**Your instructions**
Retype the entries exactly; omit all pictures.

**Records for this exercise**
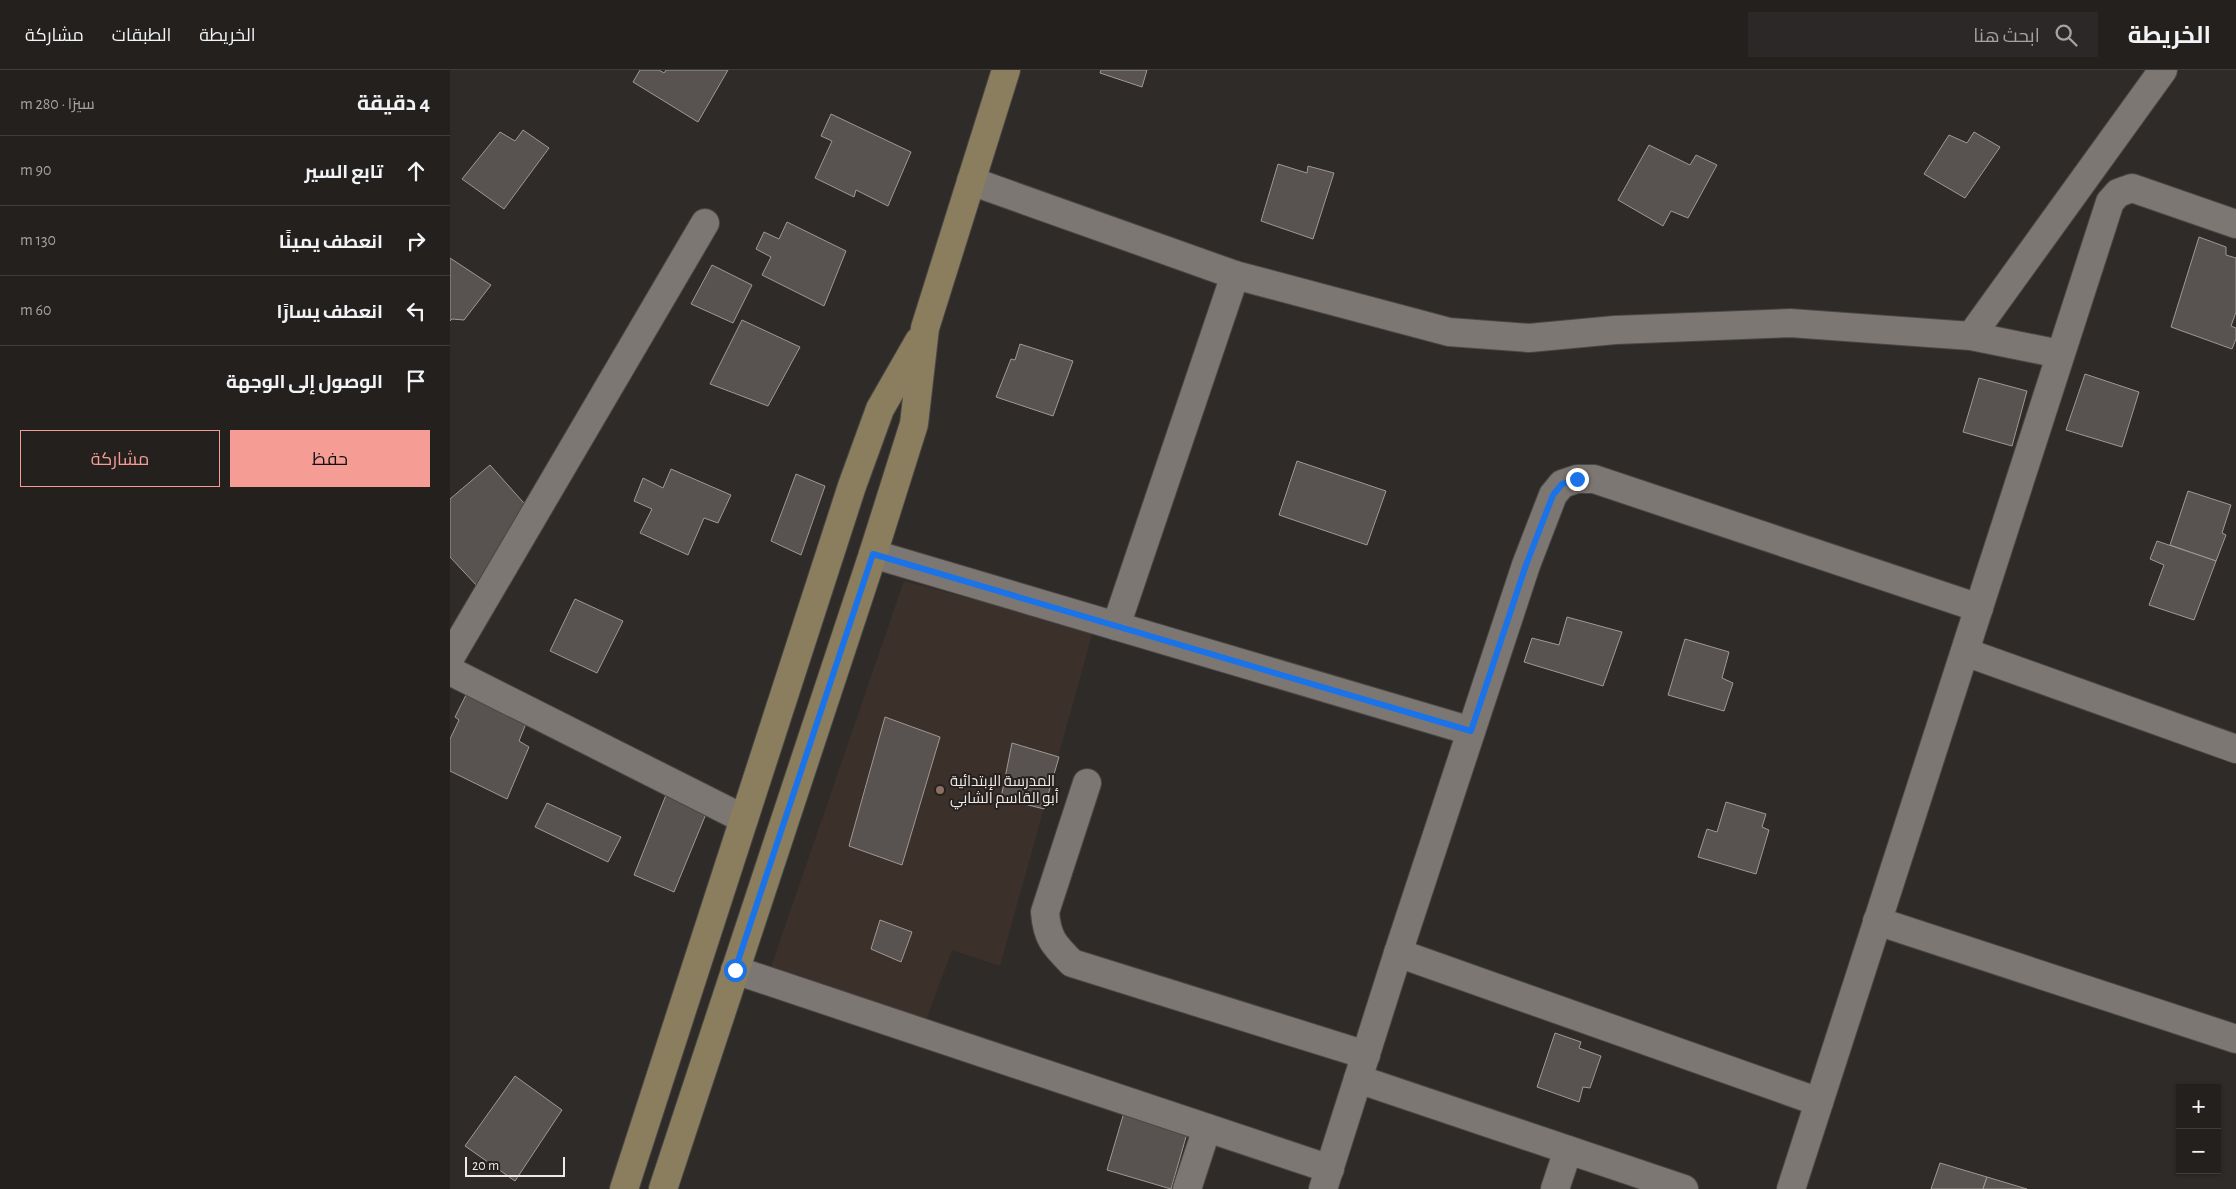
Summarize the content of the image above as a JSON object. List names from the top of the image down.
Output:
{
  "places": ["المدرسة الإبتدائية أبو القاسم الشابي"],
  "scale_bar": "20 m",
  "page": {
    "header": "الخريطة",
    "search": "ابحث هنا",
    "nav": ["الخريطة", "الطبقات", "مشاركة"],
    "heading": ["4 دقيقة", "سيرًا · 280 m"],
    "list": [
      ["تابع السير", "90 m"],
      ["انعطف يمينًا", "130 m"],
      ["انعطف يسارًا", "60 m"],
      "الوصول إلى الوجهة"
    ],
    "buttons": ["حفظ", "مشاركة"],
    "map_buttons": ["+", "−"],
    "scale": "20 m"
  }
}
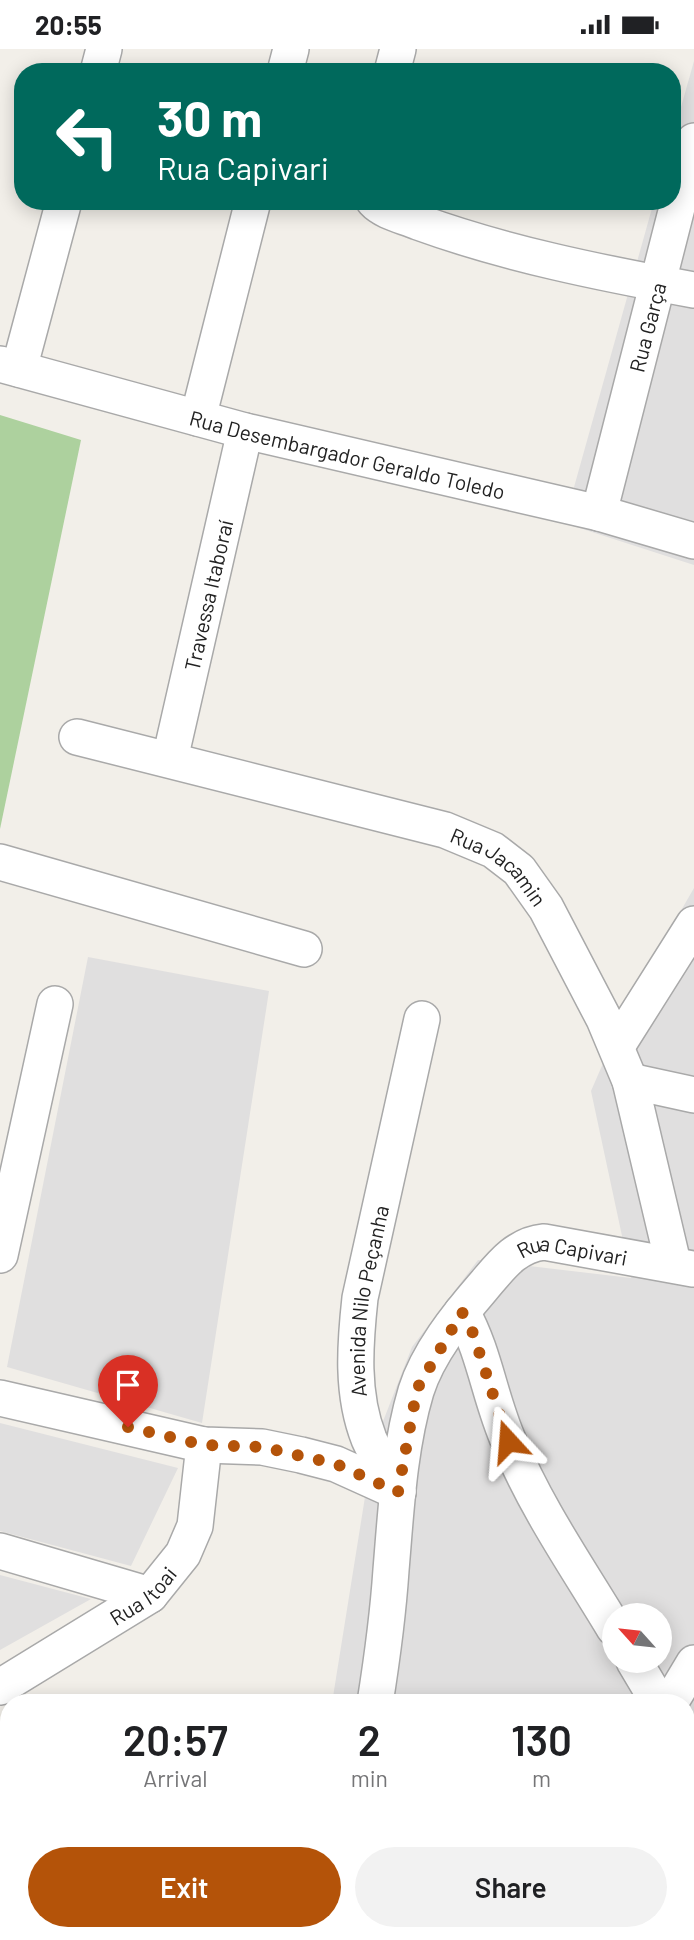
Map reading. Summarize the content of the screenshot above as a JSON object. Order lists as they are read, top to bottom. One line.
{"streets":{"street":["Rua Garça","Rua Desembargador Geraldo Toledo","Travessa Itaboraí","Rua Jacamin","Rua Capivari","Avenida Nilo Peçanha","Rua Itoai"]},"crossings":[["Rua Garça","Rua Desembargador Geraldo Toledo"],["Rua Desembargador Geraldo Toledo","Travessa Itaboraí"],["Travessa Itaboraí","Rua Jacamin"],["Rua Jacamin","Rua Capivari"],["Rua Capivari","Avenida Nilo Peçanha"]],"north":"top left","page":{"status":"20:55","turn":["30 m","Rua Capivari"],"eta":["20:57","Arrival","2","min","130","m"],"buttons":["Exit","Share"]}}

**Solved problem**
Summarize the content of the image above as a JSON object. List names from the top of the image down.
Output:
{
  "places": ["المدرسة الإبتدائية أبو القاسم الشابي"],
  "scale_bar": "20 m",
  "page": {
    "header": "الخريطة",
    "search": "ابحث هنا",
    "nav": ["الخريطة", "الطبقات", "مشاركة"],
    "heading": ["4 دقيقة", "سيرًا · 280 m"],
    "list": [
      ["تابع السير", "90 m"],
      ["انعطف يمينًا", "130 m"],
      ["انعطف يسارًا", "60 m"],
      "الوصول إلى الوجهة"
    ],
    "buttons": ["حفظ", "مشاركة"],
    "map_buttons": ["+", "−"],
    "scale": "20 m"
  }
}
Map reading. Summarize the content of the screenshot above as a JSON object. Order lists as they are read, top to bottom. One line.
{"streets":{"street":["Rua Garça","Rua Desembargador Geraldo Toledo","Travessa Itaboraí","Rua Jacamin","Rua Capivari","Avenida Nilo Peçanha","Rua Itoai"]},"crossings":[["Rua Garça","Rua Desembargador Geraldo Toledo"],["Rua Desembargador Geraldo Toledo","Travessa Itaboraí"],["Travessa Itaboraí","Rua Jacamin"],["Rua Jacamin","Rua Capivari"],["Rua Capivari","Avenida Nilo Peçanha"]],"north":"top left","page":{"status":"20:55","turn":["30 m","Rua Capivari"],"eta":["20:57","Arrival","2","min","130","m"],"buttons":["Exit","Share"]}}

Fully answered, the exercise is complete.